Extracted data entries
※ ※ ※

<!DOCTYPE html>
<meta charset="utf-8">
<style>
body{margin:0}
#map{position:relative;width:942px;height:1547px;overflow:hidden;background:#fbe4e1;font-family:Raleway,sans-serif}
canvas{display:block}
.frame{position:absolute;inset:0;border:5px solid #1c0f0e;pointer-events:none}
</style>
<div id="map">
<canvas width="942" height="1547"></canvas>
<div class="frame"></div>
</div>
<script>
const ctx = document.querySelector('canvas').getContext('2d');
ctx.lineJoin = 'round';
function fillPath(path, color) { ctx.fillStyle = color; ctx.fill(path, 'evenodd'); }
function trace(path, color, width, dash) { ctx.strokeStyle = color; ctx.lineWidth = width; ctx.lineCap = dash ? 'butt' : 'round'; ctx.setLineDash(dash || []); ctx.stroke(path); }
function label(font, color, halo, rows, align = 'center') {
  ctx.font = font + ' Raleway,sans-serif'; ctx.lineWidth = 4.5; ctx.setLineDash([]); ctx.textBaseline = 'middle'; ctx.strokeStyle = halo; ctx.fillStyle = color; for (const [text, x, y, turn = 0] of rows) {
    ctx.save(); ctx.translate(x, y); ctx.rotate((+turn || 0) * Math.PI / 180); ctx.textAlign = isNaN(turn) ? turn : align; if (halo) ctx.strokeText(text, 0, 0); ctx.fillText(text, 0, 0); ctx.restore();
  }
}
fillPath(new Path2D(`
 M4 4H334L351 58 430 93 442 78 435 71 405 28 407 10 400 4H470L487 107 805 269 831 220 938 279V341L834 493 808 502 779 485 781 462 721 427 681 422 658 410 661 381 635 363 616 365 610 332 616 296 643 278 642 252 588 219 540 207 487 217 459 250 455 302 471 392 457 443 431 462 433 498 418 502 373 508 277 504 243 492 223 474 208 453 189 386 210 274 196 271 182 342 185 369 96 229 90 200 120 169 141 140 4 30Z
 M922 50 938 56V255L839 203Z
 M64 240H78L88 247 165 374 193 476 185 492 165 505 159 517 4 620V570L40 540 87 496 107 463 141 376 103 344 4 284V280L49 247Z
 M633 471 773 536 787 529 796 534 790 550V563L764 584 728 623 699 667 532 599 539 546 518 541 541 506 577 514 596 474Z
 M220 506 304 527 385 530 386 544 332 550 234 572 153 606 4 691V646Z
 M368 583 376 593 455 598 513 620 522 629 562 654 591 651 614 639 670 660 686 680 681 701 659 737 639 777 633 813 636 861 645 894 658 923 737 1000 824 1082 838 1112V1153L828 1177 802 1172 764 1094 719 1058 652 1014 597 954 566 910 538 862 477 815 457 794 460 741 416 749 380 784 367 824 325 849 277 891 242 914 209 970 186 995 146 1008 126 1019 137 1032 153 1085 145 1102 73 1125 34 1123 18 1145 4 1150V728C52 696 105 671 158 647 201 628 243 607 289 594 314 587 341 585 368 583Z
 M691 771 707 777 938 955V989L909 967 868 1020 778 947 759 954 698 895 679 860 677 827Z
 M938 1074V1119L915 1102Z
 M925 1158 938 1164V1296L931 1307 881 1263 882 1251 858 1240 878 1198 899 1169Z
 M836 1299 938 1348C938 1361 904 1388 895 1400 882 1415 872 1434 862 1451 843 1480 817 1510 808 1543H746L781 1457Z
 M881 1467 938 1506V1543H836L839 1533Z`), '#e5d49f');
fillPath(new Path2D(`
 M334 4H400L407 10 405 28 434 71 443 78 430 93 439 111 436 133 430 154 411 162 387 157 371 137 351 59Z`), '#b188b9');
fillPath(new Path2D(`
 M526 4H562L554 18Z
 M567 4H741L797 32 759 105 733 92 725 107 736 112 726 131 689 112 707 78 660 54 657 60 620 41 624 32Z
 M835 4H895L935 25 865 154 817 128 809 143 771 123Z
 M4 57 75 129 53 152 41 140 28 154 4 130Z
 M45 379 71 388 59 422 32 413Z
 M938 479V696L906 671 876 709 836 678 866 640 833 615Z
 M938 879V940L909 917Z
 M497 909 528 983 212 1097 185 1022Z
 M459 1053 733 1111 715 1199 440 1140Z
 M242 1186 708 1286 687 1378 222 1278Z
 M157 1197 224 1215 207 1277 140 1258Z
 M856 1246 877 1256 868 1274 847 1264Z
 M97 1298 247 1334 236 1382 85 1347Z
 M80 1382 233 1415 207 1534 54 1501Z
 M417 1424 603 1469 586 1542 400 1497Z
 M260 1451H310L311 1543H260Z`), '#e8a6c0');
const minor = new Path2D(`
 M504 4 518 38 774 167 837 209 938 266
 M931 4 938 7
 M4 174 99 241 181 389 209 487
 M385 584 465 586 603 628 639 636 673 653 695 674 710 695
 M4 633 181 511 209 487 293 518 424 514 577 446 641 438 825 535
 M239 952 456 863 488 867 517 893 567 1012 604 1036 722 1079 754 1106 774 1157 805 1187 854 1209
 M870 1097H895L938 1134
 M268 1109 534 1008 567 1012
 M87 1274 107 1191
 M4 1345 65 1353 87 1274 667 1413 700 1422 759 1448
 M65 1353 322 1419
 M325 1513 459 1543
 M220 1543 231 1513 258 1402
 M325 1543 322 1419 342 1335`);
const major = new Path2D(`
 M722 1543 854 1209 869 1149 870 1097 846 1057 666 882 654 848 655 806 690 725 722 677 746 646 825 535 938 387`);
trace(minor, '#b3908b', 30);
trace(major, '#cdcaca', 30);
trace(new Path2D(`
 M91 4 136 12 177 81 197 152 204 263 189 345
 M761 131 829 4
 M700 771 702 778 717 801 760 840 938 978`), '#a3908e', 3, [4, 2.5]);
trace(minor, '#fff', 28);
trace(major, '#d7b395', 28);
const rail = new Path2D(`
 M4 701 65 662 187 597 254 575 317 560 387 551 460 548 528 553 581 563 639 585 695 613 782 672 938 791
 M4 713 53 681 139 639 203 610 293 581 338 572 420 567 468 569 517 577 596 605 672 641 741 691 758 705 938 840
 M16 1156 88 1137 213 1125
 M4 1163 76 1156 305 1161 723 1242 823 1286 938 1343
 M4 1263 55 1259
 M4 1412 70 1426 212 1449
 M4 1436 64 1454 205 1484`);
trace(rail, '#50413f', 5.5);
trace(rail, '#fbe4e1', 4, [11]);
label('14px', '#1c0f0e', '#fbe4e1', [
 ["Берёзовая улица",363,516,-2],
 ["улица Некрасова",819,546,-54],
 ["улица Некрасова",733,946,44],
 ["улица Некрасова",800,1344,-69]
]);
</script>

※ ※ ※

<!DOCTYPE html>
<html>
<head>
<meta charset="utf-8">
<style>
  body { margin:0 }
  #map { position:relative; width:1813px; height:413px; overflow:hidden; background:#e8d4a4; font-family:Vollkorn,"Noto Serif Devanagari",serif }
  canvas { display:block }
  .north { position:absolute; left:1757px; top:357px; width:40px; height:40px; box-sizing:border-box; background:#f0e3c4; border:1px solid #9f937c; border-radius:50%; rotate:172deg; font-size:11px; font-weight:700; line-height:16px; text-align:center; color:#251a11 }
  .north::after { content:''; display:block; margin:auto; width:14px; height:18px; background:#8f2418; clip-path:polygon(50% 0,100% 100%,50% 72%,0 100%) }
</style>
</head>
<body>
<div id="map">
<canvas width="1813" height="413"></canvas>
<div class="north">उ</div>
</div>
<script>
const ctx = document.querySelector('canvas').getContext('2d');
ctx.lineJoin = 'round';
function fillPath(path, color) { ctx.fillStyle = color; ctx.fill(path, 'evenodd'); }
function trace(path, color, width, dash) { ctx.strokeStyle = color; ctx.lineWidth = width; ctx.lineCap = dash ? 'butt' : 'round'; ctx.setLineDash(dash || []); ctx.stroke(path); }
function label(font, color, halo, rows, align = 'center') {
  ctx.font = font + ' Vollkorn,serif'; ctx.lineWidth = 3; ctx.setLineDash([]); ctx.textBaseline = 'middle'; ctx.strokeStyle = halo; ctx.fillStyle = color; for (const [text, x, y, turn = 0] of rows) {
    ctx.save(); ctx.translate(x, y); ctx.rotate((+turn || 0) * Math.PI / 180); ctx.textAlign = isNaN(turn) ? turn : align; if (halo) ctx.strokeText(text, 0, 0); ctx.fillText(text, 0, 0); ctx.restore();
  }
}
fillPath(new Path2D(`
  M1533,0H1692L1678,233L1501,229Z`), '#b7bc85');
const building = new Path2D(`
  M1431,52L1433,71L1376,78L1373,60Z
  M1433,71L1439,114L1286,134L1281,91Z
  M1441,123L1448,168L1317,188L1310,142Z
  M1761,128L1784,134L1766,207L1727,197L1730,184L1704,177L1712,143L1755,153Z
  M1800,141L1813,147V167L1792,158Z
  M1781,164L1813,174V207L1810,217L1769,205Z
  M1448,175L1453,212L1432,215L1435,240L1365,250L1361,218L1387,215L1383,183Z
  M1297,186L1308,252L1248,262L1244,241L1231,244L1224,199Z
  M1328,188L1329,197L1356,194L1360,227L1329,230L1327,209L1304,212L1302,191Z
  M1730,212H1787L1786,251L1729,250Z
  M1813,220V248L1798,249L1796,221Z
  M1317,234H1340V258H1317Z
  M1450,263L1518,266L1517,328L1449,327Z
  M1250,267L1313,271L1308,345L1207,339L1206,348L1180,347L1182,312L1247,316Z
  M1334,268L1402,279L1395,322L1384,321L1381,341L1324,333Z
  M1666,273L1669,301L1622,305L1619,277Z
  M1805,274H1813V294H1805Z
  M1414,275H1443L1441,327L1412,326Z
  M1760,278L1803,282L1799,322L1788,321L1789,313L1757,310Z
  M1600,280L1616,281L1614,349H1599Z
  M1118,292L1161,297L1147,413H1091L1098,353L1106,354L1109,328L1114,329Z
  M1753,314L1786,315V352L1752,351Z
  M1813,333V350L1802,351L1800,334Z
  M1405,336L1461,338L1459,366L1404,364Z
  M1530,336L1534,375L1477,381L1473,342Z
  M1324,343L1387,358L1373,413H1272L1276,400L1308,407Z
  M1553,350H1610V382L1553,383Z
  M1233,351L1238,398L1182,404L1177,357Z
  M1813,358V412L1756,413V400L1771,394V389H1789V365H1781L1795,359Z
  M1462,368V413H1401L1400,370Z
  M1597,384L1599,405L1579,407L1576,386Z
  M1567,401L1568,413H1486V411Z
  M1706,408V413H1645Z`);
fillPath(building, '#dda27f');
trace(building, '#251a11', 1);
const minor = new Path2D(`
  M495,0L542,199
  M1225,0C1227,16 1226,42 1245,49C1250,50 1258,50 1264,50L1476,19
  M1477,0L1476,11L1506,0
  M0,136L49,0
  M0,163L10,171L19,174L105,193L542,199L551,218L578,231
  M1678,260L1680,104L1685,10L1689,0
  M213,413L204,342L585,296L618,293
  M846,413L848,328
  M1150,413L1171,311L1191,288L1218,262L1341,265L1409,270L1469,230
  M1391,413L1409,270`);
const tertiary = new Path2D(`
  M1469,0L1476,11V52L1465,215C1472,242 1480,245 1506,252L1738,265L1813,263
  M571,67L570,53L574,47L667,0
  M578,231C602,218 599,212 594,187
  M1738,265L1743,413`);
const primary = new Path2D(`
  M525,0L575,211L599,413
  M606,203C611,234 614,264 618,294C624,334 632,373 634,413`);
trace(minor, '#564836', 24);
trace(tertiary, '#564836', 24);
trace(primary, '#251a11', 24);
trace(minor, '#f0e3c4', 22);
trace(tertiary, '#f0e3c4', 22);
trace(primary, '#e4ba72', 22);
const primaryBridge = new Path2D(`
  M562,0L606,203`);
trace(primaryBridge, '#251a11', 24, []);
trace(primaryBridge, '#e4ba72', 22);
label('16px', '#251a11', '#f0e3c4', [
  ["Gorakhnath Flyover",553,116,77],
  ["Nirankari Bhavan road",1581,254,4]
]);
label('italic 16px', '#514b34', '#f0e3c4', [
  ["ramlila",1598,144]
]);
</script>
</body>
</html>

※ ※ ※

[Action item]
Give only the number of lines in the records that contain the string "html".

[Reply]
4